» **WORK REQUIRED**:
Could you output the entries that follow exactly, omitting any pictures they contain?
|---|
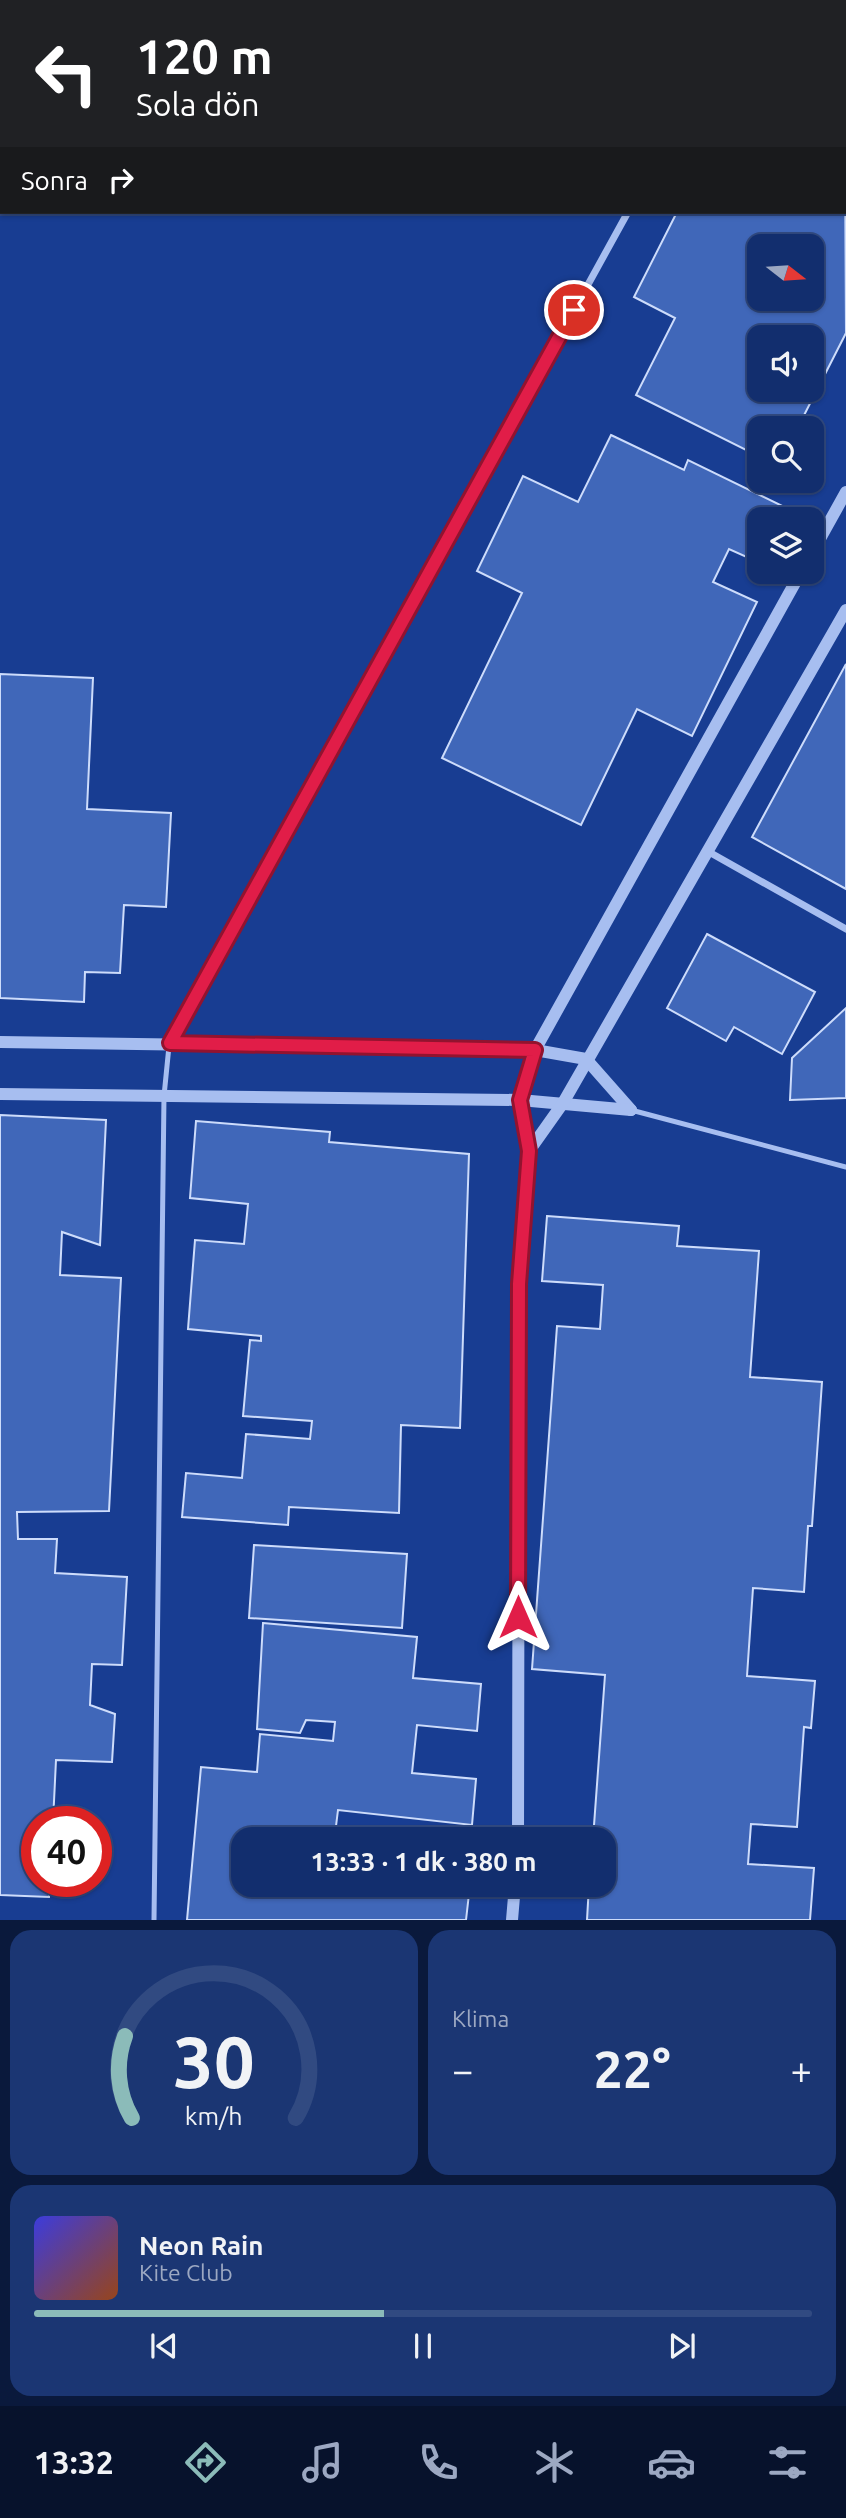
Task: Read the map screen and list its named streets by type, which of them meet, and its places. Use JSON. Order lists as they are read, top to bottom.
{
  "north": "right",
  "page": {
    "turn": ["120 m", "Sola dön"],
    "then": "Sonra",
    "limit": "40",
    "trip": "13:33 · 1 dk · 380 m",
    "tile": "Klima",
    "heat": ["−", "22°", "+"],
    "song": ["Neon Rain", "Kite Club"],
    "tabs": "13:32",
    "gauge": ["30", "km/h"]
  }
}
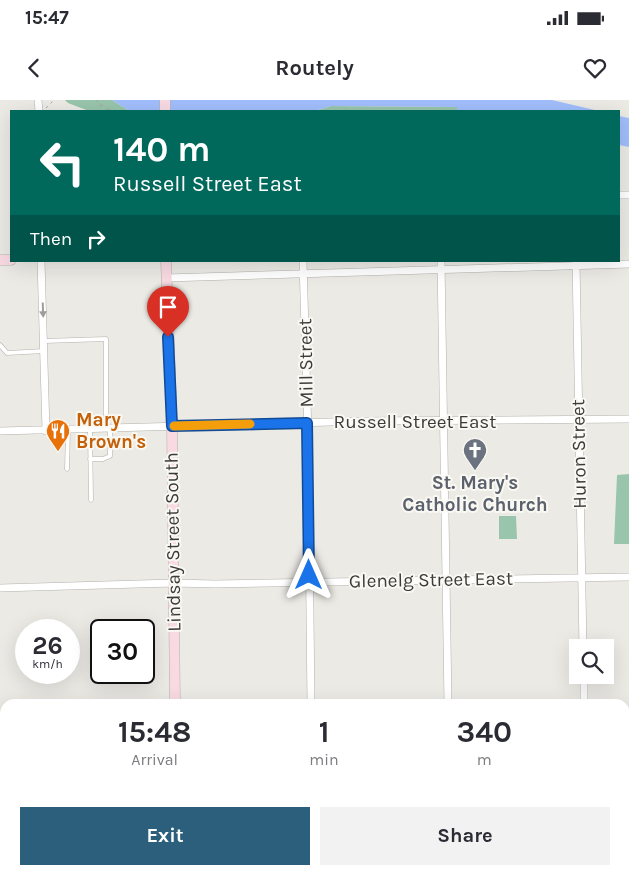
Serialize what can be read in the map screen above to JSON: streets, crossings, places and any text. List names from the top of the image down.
{
  "streets": {
    "main road": ["Lindsay Street South"],
    "street": [
      "Mill Street",
      "Russell Street East",
      "Huron Street",
      "Glenelg Street East"
    ]
  },
  "crossings": [
    ["Mill Street", "Russell Street East"],
    ["Mill Street", "Glenelg Street East"],
    ["Russell Street East", "Huron Street"],
    ["Russell Street East", "Lindsay Street South"],
    ["Huron Street", "Glenelg Street East"],
    ["Lindsay Street South", "Glenelg Street East"]
  ],
  "places": {
    "restaurant": ["Mary Brown's"],
    "church": ["St. Mary's Catholic Church"]
  },
  "page": {
    "status": "15:47",
    "header": "Routely",
    "turn": ["140 m", "Russell Street East"],
    "then": "Then",
    "speed": "26 km/h",
    "limit": "30",
    "eta": [
      "15:48",
      "Arrival",
      "1",
      "min",
      "340",
      "m"
    ],
    "buttons": ["Exit", "Share"]
  }
}
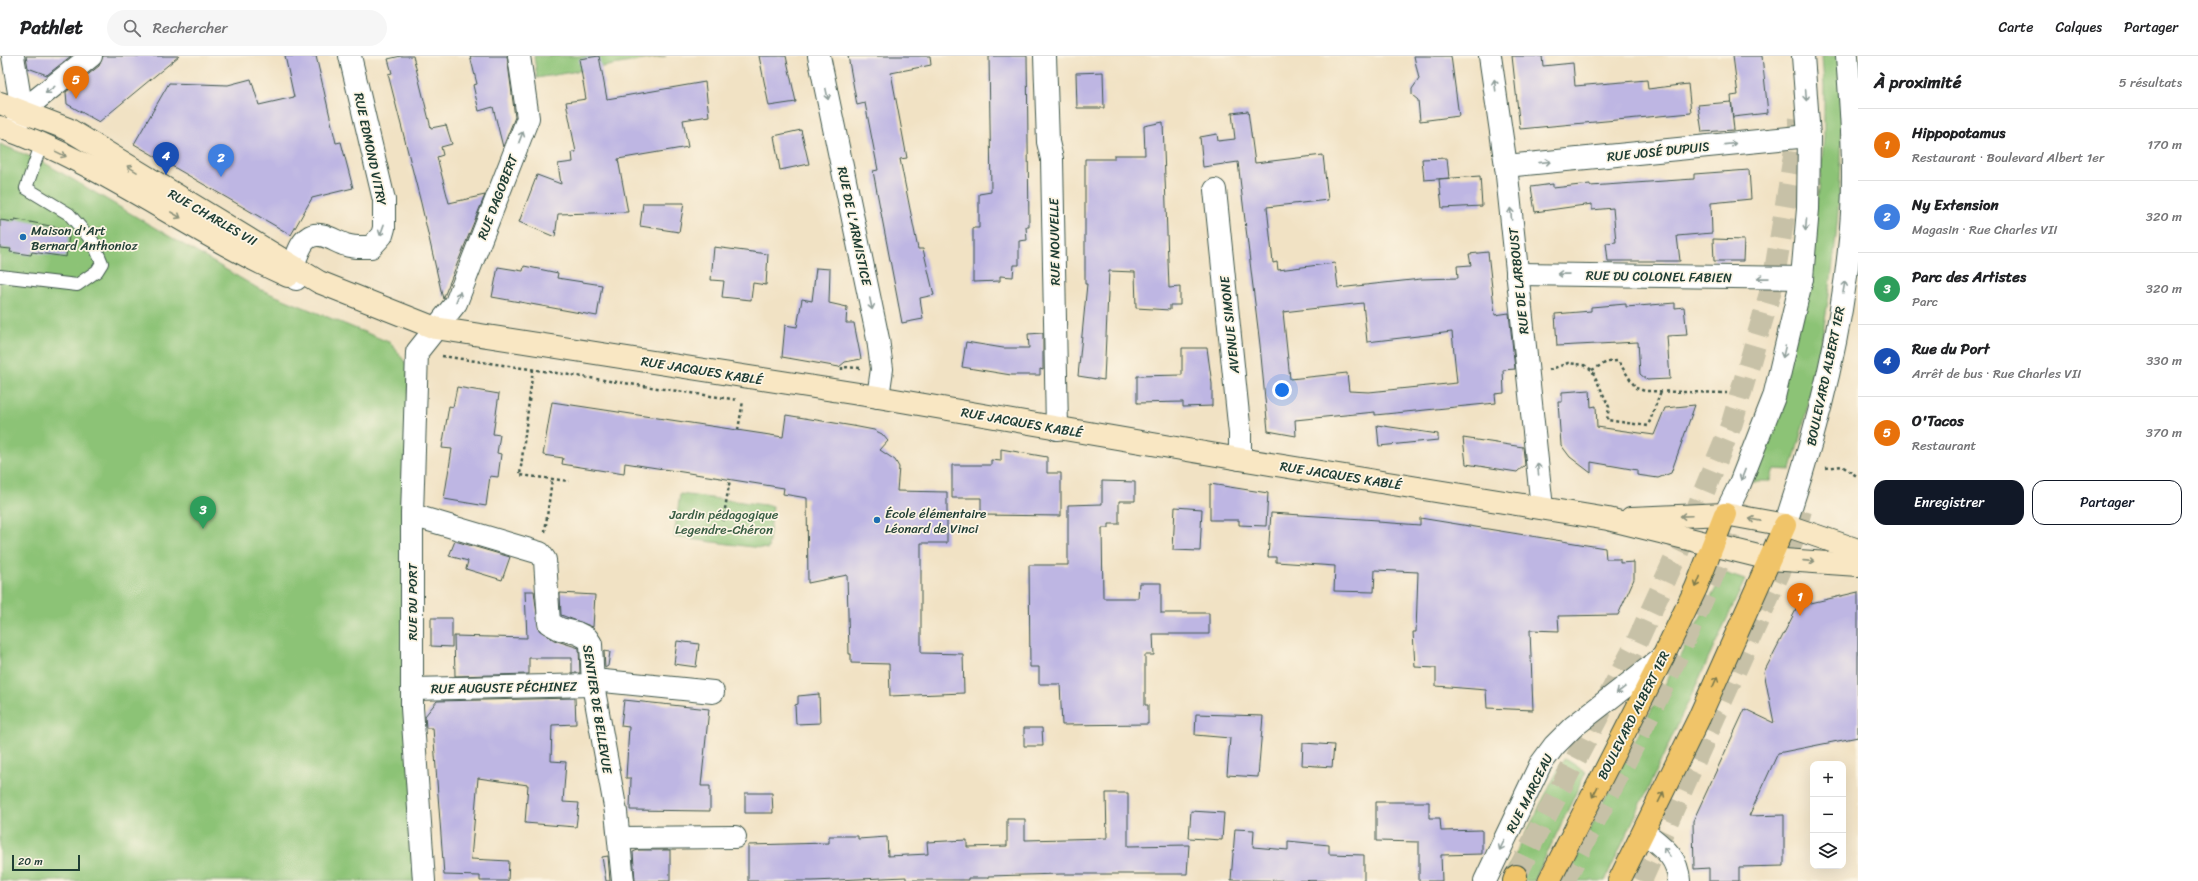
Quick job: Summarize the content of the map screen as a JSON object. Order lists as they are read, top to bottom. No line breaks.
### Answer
|---|
» **EXPECTED ANSWER**:
Task: Read the map screen and list its named streets by type, which of them meet, and its places. Use JSON. Order lists as they are read, top to bottom.
{
  "north": "right",
  "page": {
    "turn": ["120 m", "Sola dön"],
    "then": "Sonra",
    "limit": "40",
    "trip": "13:33 · 1 dk · 380 m",
    "tile": "Klima",
    "heat": ["−", "22°", "+"],
    "song": ["Neon Rain", "Kite Club"],
    "tabs": "13:32",
    "gauge": ["30", "km/h"]
  }
}
Serialize what can be read in the map screen above to JSON: streets, crossings, places and any text. List names from the top of the image down.
{
  "streets": {
    "main road": ["Lindsay Street South"],
    "street": [
      "Mill Street",
      "Russell Street East",
      "Huron Street",
      "Glenelg Street East"
    ]
  },
  "crossings": [
    ["Mill Street", "Russell Street East"],
    ["Mill Street", "Glenelg Street East"],
    ["Russell Street East", "Huron Street"],
    ["Russell Street East", "Lindsay Street South"],
    ["Huron Street", "Glenelg Street East"],
    ["Lindsay Street South", "Glenelg Street East"]
  ],
  "places": {
    "restaurant": ["Mary Brown's"],
    "church": ["St. Mary's Catholic Church"]
  },
  "page": {
    "status": "15:47",
    "header": "Routely",
    "turn": ["140 m", "Russell Street East"],
    "then": "Then",
    "speed": "26 km/h",
    "limit": "30",
    "eta": [
      "15:48",
      "Arrival",
      "1",
      "min",
      "340",
      "m"
    ],
    "buttons": ["Exit", "Share"]
  }
}
Quick job: Summarize the content of the map screen as a JSON object. Order lists as they are read, top to bottom. No line breaks.
### Answer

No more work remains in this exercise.